The new multi-year collaboration aims to build an AI supercomputer to handle some of the most sophisticated AI models.
NVIDIA will be collaborating with Microsoft to build one of the most powerful supercomputers dedicated to artificial intelligence training and inference.
The multi-year partnership will see NVIDIA supply tens of thousands of DGX A100 and H100 GPUs, with software optimized to get the best performance out of AI workloads.
Through the use of Microsoft Azure’s scalable virtual instances, NVIDIA will be able to run large-scale research projects to further accelerate the development of AI.
In particular, NVIDIA sees the supercomputer as a benefactor to the emerging field of generative systems, which have been popularized with the launch of OpenAI’s ChatGPT and DALL-E.
“AI technology advances as well as industry adoption are accelerating. The breakthrough of foundation models has triggered a tidal wave of research, fostered new startups and enabled new enterprise applications,” said Manuvir Das, vice president of enterprise computing at NVIDIA. “Our collaboration with Microsoft will provide researchers and companies with state-of-the-art AI infrastructure and software to capitalize on the transformative power of AI.”

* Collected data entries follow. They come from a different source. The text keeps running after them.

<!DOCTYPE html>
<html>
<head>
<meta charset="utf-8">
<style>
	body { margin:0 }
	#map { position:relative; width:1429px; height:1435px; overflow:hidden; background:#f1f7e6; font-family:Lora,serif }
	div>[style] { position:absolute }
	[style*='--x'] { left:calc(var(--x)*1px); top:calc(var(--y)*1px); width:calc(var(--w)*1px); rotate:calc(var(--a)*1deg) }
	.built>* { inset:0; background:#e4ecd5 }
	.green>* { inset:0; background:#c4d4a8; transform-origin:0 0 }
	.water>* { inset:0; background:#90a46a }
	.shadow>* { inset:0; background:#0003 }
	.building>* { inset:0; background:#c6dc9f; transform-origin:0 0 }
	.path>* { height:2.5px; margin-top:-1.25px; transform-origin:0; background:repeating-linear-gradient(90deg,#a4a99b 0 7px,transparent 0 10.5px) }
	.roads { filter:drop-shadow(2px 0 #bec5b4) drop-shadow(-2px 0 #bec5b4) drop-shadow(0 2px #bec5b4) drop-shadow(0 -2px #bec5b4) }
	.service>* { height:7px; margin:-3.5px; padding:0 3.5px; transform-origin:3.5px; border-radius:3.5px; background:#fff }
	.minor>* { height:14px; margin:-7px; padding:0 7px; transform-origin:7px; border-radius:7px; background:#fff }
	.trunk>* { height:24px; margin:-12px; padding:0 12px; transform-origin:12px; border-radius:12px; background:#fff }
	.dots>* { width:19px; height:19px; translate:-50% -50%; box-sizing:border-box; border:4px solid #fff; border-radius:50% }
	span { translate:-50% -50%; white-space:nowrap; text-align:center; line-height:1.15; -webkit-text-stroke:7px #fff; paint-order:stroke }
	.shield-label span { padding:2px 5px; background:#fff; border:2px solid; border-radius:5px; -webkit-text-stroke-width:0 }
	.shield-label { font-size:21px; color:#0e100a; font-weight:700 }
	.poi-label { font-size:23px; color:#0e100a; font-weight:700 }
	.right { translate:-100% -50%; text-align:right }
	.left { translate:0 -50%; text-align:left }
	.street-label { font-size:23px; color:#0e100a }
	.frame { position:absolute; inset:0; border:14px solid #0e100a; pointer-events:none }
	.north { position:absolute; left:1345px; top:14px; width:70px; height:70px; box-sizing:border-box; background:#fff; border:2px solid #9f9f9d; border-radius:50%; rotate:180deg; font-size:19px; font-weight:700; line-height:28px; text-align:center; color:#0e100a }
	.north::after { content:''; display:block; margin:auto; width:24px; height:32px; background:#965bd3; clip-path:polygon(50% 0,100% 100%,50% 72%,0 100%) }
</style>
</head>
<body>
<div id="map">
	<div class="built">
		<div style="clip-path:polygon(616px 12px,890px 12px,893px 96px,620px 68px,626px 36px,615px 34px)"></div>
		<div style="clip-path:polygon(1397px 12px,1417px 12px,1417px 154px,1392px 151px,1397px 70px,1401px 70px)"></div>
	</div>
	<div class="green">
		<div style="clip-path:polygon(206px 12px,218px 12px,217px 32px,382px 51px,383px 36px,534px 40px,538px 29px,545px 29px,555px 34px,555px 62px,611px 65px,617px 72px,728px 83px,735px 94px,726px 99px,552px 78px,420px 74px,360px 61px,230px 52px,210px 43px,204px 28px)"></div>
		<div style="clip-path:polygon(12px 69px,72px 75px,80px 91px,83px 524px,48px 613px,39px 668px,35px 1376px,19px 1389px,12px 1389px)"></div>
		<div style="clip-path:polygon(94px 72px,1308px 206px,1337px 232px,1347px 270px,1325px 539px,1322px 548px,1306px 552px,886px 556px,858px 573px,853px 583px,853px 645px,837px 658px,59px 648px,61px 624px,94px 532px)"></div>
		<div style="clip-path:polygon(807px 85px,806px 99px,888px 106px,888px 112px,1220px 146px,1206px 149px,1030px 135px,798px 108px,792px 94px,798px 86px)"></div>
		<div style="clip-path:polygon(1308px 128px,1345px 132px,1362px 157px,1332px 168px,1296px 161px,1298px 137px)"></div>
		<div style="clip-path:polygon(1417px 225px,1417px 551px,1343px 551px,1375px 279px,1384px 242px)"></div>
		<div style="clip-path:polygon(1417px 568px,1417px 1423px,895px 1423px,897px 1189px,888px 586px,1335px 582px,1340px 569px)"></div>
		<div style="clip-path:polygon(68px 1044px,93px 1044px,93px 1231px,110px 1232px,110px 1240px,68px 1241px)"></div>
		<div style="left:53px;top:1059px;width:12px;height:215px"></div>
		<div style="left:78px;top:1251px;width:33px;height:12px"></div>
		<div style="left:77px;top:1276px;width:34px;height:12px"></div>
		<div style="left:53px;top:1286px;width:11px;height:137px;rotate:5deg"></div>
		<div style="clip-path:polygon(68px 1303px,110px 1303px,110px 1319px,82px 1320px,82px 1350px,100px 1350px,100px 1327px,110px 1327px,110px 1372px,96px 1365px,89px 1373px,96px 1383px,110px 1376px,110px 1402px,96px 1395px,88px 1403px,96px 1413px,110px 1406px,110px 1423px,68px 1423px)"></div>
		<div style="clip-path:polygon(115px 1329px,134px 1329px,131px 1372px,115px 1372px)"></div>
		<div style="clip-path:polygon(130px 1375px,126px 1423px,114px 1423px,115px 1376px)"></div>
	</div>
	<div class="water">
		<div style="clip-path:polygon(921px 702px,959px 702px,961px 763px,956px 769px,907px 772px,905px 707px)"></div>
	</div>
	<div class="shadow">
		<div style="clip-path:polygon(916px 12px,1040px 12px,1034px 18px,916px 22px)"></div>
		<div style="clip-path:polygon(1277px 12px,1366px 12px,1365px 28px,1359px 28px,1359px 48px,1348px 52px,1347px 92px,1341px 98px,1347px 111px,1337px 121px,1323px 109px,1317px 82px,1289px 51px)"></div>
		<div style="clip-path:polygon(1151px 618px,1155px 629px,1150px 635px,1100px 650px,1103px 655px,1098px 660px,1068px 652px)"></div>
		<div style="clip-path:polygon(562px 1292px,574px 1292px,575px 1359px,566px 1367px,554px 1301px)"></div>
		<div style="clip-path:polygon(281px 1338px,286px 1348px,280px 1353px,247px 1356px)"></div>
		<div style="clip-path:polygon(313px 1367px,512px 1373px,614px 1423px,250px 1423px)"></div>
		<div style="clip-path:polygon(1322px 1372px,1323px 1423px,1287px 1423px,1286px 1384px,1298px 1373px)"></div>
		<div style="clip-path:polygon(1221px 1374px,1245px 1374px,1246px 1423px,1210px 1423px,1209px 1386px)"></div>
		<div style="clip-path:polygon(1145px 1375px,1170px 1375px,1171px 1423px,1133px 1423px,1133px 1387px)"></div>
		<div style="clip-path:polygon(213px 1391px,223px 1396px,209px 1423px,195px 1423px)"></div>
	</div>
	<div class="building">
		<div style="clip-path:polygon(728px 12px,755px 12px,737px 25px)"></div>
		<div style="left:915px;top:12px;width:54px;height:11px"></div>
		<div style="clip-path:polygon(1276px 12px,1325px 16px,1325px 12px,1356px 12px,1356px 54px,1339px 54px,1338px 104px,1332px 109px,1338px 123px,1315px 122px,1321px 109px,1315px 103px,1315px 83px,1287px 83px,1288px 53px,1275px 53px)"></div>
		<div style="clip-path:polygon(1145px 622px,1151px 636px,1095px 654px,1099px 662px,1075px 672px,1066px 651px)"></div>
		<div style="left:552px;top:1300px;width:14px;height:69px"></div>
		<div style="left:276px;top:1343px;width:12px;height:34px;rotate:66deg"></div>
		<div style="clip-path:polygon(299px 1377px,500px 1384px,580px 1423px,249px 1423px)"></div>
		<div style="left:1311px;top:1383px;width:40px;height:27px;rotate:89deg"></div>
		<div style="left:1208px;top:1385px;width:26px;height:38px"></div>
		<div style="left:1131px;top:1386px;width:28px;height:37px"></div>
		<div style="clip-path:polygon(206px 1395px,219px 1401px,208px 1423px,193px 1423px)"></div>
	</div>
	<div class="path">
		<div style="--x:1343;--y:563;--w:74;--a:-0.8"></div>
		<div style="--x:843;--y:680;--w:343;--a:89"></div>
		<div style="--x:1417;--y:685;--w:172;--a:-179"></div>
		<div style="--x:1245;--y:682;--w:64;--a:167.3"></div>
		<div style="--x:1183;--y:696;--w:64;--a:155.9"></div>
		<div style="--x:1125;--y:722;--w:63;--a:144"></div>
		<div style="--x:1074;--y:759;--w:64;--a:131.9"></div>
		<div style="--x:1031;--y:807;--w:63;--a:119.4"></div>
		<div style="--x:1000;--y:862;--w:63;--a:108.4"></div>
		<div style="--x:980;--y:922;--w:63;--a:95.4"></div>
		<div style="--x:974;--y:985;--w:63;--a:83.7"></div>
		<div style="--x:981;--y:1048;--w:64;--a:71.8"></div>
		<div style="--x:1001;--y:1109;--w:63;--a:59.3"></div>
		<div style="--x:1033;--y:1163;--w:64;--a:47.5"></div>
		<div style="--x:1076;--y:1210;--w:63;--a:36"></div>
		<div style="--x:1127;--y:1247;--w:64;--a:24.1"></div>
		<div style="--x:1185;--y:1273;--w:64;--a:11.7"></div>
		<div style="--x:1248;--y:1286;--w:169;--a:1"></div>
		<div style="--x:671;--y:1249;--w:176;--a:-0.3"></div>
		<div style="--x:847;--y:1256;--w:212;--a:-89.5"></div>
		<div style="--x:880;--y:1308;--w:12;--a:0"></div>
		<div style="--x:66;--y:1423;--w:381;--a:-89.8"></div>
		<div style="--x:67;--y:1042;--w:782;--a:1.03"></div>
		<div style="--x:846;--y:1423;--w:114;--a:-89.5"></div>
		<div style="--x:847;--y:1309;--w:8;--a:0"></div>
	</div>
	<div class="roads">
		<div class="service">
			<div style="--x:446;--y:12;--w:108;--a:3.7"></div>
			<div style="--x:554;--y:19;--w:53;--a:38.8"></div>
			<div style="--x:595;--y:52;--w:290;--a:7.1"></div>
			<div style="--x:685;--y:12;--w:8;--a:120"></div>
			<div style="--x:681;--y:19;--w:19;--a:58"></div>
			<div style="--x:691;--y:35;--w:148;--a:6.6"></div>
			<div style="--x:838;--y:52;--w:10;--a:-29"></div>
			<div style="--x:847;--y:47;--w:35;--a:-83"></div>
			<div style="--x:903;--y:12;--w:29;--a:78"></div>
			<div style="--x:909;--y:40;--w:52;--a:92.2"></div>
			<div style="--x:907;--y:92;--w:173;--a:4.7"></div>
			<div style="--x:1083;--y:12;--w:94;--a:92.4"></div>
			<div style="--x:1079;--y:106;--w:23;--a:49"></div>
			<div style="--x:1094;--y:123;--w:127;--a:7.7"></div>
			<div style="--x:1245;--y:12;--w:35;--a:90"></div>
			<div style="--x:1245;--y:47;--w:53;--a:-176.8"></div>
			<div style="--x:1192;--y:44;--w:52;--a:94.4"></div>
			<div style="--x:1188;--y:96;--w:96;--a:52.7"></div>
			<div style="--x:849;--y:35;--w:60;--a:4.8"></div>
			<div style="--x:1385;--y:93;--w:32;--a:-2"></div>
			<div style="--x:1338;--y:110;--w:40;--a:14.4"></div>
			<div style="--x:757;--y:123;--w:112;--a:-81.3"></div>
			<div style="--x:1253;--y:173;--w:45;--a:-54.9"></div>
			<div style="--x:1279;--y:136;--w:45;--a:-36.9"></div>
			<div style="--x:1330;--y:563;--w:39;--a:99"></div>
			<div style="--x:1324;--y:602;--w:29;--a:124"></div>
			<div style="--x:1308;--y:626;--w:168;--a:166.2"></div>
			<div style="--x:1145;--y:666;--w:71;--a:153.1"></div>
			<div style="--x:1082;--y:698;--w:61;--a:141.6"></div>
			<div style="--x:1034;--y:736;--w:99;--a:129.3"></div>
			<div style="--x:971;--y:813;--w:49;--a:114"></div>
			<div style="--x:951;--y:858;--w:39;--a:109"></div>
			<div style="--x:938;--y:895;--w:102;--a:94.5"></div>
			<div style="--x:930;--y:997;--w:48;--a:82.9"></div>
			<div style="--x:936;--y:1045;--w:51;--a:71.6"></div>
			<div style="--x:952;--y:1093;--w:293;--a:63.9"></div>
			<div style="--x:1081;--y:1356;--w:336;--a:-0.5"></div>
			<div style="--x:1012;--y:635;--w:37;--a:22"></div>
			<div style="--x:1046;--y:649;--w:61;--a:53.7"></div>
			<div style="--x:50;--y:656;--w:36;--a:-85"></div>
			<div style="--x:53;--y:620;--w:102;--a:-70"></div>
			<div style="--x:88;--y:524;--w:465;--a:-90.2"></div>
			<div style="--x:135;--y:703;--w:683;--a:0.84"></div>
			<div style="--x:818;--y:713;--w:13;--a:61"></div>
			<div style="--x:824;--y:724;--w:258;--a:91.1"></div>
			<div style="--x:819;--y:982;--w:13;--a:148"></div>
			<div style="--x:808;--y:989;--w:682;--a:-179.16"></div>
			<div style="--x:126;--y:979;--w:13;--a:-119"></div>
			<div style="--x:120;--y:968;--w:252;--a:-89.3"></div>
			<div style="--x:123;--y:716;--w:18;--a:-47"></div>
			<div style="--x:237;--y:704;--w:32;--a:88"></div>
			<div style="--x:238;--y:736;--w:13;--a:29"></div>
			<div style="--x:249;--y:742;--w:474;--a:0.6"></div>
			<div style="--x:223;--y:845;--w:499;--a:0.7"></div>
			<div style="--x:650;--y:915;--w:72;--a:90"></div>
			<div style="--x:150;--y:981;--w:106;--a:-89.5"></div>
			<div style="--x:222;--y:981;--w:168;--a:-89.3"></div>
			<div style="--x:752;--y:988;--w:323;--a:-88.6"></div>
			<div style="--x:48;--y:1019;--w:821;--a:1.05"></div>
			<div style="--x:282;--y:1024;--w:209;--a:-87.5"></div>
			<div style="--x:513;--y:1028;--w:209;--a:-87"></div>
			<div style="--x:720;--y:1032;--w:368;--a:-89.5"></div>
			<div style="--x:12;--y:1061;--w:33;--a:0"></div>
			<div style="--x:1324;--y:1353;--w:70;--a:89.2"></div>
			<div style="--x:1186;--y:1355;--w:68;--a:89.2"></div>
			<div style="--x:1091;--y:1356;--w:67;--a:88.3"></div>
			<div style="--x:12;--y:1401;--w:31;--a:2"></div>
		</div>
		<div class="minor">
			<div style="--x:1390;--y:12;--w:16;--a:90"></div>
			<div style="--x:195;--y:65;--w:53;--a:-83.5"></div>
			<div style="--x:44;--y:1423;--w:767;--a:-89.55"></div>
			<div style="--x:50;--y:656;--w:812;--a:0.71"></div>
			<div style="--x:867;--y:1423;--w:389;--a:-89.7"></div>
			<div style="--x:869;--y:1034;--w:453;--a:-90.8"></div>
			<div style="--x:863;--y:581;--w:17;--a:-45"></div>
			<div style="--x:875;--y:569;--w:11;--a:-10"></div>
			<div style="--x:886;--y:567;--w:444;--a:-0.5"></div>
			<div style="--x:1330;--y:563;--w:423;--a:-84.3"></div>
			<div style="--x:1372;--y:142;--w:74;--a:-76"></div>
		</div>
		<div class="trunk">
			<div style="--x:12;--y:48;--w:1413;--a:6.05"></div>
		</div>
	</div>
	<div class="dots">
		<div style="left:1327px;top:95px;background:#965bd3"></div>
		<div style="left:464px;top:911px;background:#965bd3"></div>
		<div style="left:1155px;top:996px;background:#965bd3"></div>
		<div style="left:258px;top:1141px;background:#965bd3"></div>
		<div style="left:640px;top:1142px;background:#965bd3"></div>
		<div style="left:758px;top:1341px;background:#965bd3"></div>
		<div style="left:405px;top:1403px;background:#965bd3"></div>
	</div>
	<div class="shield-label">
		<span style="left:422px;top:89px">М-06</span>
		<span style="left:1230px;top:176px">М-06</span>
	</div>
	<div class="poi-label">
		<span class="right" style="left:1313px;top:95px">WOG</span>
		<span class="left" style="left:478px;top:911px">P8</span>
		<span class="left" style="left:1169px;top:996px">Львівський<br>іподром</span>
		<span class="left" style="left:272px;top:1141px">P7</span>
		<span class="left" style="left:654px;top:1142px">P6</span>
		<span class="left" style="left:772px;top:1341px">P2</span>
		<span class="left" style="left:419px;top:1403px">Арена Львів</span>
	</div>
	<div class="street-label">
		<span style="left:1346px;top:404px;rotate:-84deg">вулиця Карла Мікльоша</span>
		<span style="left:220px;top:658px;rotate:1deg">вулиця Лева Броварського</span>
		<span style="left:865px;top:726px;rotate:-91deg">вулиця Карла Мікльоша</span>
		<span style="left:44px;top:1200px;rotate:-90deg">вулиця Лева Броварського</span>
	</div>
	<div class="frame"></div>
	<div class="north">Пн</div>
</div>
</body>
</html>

Of course, generative systems are just one area of AI, and we expect the supercomputer will be used for a lot more projects. NVIDIA is a key partner with many self-driving vehicle operators, so we suspect that this supercomputer will be helpful in running massive simulations to teach quickly teach autonomous vehicles how to drive and edge cases to spot.
“AI is fueling the next wave of automation across enterprises and industrial computing, enabling organizations to do more with less as they navigate economic uncertainties,” said Scott Guthrie, executive vice president of the Cloud and AI Group at Microsoft. “Our collaboration with NVIDIA unlocks the world’s most scalable supercomputer platform, which delivers state-of-the-art AI capabilities for every enterprise on Microsoft Azure.”
As artificial intelligence research grows, as does the requirements needed to have another breakthrough. Already, we see much of the infrastructure available even five years ago is not enough to power some of the largest foundational models, which are the backbone of the generative systems and other recent AI pursuits.
This new supercomputer looks to push infrastructure once again into the driver’s seat, although with the ever increasing need for more resources, it may not take long for AI models to require even more juice than NVIDIA’s supercomputer provides.